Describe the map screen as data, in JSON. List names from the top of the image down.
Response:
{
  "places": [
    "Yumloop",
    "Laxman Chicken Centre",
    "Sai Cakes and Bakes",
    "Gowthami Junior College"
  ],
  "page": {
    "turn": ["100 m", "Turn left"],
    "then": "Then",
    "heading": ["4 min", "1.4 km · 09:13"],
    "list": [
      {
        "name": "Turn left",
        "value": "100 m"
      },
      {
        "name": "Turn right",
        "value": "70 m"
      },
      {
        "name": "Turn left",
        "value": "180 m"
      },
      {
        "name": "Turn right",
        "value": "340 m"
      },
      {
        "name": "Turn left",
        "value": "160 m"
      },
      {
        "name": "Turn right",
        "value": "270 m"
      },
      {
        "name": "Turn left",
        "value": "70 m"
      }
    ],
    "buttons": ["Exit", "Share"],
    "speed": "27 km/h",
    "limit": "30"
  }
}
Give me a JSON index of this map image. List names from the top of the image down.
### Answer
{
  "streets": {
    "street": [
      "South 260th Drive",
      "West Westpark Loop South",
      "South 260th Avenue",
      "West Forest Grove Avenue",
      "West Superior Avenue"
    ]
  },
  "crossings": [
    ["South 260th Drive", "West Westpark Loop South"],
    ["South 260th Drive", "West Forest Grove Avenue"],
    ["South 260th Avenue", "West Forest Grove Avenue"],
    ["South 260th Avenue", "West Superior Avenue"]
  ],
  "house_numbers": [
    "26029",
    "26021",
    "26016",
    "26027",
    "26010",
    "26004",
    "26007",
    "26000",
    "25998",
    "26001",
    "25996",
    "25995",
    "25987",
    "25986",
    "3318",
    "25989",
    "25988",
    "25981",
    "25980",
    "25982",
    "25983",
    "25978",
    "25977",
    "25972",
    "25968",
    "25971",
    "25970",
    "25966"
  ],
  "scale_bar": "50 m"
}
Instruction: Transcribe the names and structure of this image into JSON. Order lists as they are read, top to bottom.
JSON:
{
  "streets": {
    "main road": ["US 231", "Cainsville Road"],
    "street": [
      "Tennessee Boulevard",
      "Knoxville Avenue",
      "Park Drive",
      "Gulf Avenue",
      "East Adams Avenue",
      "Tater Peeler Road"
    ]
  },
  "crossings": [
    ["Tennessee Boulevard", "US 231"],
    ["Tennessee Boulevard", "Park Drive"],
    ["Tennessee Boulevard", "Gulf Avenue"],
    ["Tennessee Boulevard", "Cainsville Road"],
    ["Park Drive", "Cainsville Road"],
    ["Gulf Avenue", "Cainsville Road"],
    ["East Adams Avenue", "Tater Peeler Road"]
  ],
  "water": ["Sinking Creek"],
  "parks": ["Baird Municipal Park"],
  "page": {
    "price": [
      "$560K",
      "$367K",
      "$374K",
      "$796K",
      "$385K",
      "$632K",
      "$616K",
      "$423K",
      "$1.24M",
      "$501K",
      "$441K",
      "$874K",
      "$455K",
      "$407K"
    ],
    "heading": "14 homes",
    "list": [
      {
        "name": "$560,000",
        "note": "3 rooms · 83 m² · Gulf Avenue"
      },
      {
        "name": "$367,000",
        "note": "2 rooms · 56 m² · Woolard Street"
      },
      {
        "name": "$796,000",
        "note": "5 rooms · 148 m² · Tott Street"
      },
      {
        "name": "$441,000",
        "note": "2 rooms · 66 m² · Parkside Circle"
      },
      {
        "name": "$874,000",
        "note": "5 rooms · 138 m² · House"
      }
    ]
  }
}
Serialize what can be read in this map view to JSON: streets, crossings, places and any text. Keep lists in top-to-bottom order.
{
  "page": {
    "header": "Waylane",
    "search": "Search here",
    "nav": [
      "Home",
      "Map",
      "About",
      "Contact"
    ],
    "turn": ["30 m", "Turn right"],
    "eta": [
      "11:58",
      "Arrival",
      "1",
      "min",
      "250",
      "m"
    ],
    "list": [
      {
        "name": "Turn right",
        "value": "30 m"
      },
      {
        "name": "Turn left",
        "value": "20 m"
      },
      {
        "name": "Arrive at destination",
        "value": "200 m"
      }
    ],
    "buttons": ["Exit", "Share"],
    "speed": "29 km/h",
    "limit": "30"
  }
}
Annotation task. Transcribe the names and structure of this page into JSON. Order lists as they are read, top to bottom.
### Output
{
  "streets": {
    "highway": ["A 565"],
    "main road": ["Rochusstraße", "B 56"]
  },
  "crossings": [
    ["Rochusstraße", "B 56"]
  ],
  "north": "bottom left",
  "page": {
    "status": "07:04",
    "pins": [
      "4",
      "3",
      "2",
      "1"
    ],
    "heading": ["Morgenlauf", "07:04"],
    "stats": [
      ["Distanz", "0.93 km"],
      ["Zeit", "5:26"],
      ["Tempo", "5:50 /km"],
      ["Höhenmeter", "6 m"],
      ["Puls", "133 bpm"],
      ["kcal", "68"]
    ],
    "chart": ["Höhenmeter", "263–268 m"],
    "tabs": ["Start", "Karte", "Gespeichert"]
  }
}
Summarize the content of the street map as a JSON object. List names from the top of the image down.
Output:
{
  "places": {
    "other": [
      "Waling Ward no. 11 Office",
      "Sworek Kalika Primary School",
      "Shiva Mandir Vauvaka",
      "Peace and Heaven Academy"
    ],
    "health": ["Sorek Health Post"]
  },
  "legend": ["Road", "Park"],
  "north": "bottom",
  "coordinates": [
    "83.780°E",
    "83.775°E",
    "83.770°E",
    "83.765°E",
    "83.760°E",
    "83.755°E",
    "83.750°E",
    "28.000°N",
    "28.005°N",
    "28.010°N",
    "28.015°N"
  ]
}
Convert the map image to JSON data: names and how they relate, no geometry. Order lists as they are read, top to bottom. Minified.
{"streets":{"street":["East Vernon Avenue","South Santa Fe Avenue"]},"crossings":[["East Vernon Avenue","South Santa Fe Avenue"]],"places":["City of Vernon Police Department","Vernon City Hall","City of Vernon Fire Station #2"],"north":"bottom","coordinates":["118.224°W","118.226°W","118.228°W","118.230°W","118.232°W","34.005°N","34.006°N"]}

Work request
All records are to be printed again, exactly and completely.

Task output
Describe the map screen as data, in JSON. List names from the top of the image down.
Response:
{
  "places": [
    "Yumloop",
    "Laxman Chicken Centre",
    "Sai Cakes and Bakes",
    "Gowthami Junior College"
  ],
  "page": {
    "turn": ["100 m", "Turn left"],
    "then": "Then",
    "heading": ["4 min", "1.4 km · 09:13"],
    "list": [
      {
        "name": "Turn left",
        "value": "100 m"
      },
      {
        "name": "Turn right",
        "value": "70 m"
      },
      {
        "name": "Turn left",
        "value": "180 m"
      },
      {
        "name": "Turn right",
        "value": "340 m"
      },
      {
        "name": "Turn left",
        "value": "160 m"
      },
      {
        "name": "Turn right",
        "value": "270 m"
      },
      {
        "name": "Turn left",
        "value": "70 m"
      }
    ],
    "buttons": ["Exit", "Share"],
    "speed": "27 km/h",
    "limit": "30"
  }
}
Give me a JSON index of this map image. List names from the top of the image down.
### Answer
{
  "streets": {
    "street": [
      "South 260th Drive",
      "West Westpark Loop South",
      "South 260th Avenue",
      "West Forest Grove Avenue",
      "West Superior Avenue"
    ]
  },
  "crossings": [
    ["South 260th Drive", "West Westpark Loop South"],
    ["South 260th Drive", "West Forest Grove Avenue"],
    ["South 260th Avenue", "West Forest Grove Avenue"],
    ["South 260th Avenue", "West Superior Avenue"]
  ],
  "house_numbers": [
    "26029",
    "26021",
    "26016",
    "26027",
    "26010",
    "26004",
    "26007",
    "26000",
    "25998",
    "26001",
    "25996",
    "25995",
    "25987",
    "25986",
    "3318",
    "25989",
    "25988",
    "25981",
    "25980",
    "25982",
    "25983",
    "25978",
    "25977",
    "25972",
    "25968",
    "25971",
    "25970",
    "25966"
  ],
  "scale_bar": "50 m"
}
Instruction: Transcribe the names and structure of this image into JSON. Order lists as they are read, top to bottom.
JSON:
{
  "streets": {
    "main road": ["US 231", "Cainsville Road"],
    "street": [
      "Tennessee Boulevard",
      "Knoxville Avenue",
      "Park Drive",
      "Gulf Avenue",
      "East Adams Avenue",
      "Tater Peeler Road"
    ]
  },
  "crossings": [
    ["Tennessee Boulevard", "US 231"],
    ["Tennessee Boulevard", "Park Drive"],
    ["Tennessee Boulevard", "Gulf Avenue"],
    ["Tennessee Boulevard", "Cainsville Road"],
    ["Park Drive", "Cainsville Road"],
    ["Gulf Avenue", "Cainsville Road"],
    ["East Adams Avenue", "Tater Peeler Road"]
  ],
  "water": ["Sinking Creek"],
  "parks": ["Baird Municipal Park"],
  "page": {
    "price": [
      "$560K",
      "$367K",
      "$374K",
      "$796K",
      "$385K",
      "$632K",
      "$616K",
      "$423K",
      "$1.24M",
      "$501K",
      "$441K",
      "$874K",
      "$455K",
      "$407K"
    ],
    "heading": "14 homes",
    "list": [
      {
        "name": "$560,000",
        "note": "3 rooms · 83 m² · Gulf Avenue"
      },
      {
        "name": "$367,000",
        "note": "2 rooms · 56 m² · Woolard Street"
      },
      {
        "name": "$796,000",
        "note": "5 rooms · 148 m² · Tott Street"
      },
      {
        "name": "$441,000",
        "note": "2 rooms · 66 m² · Parkside Circle"
      },
      {
        "name": "$874,000",
        "note": "5 rooms · 138 m² · House"
      }
    ]
  }
}
Serialize what can be read in this map view to JSON: streets, crossings, places and any text. Keep lists in top-to-bottom order.
{
  "page": {
    "header": "Waylane",
    "search": "Search here",
    "nav": [
      "Home",
      "Map",
      "About",
      "Contact"
    ],
    "turn": ["30 m", "Turn right"],
    "eta": [
      "11:58",
      "Arrival",
      "1",
      "min",
      "250",
      "m"
    ],
    "list": [
      {
        "name": "Turn right",
        "value": "30 m"
      },
      {
        "name": "Turn left",
        "value": "20 m"
      },
      {
        "name": "Arrive at destination",
        "value": "200 m"
      }
    ],
    "buttons": ["Exit", "Share"],
    "speed": "29 km/h",
    "limit": "30"
  }
}
Annotation task. Transcribe the names and structure of this page into JSON. Order lists as they are read, top to bottom.
### Output
{
  "streets": {
    "highway": ["A 565"],
    "main road": ["Rochusstraße", "B 56"]
  },
  "crossings": [
    ["Rochusstraße", "B 56"]
  ],
  "north": "bottom left",
  "page": {
    "status": "07:04",
    "pins": [
      "4",
      "3",
      "2",
      "1"
    ],
    "heading": ["Morgenlauf", "07:04"],
    "stats": [
      ["Distanz", "0.93 km"],
      ["Zeit", "5:26"],
      ["Tempo", "5:50 /km"],
      ["Höhenmeter", "6 m"],
      ["Puls", "133 bpm"],
      ["kcal", "68"]
    ],
    "chart": ["Höhenmeter", "263–268 m"],
    "tabs": ["Start", "Karte", "Gespeichert"]
  }
}
Summarize the content of the street map as a JSON object. List names from the top of the image down.
Output:
{
  "places": {
    "other": [
      "Waling Ward no. 11 Office",
      "Sworek Kalika Primary School",
      "Shiva Mandir Vauvaka",
      "Peace and Heaven Academy"
    ],
    "health": ["Sorek Health Post"]
  },
  "legend": ["Road", "Park"],
  "north": "bottom",
  "coordinates": [
    "83.780°E",
    "83.775°E",
    "83.770°E",
    "83.765°E",
    "83.760°E",
    "83.755°E",
    "83.750°E",
    "28.000°N",
    "28.005°N",
    "28.010°N",
    "28.015°N"
  ]
}
Convert the map image to JSON data: names and how they relate, no geometry. Order lists as they are read, top to bottom. Minified.
{"streets":{"street":["East Vernon Avenue","South Santa Fe Avenue"]},"crossings":[["East Vernon Avenue","South Santa Fe Avenue"]],"places":["City of Vernon Police Department","Vernon City Hall","City of Vernon Fire Station #2"],"north":"bottom","coordinates":["118.224°W","118.226°W","118.228°W","118.230°W","118.232°W","34.005°N","34.006°N"]}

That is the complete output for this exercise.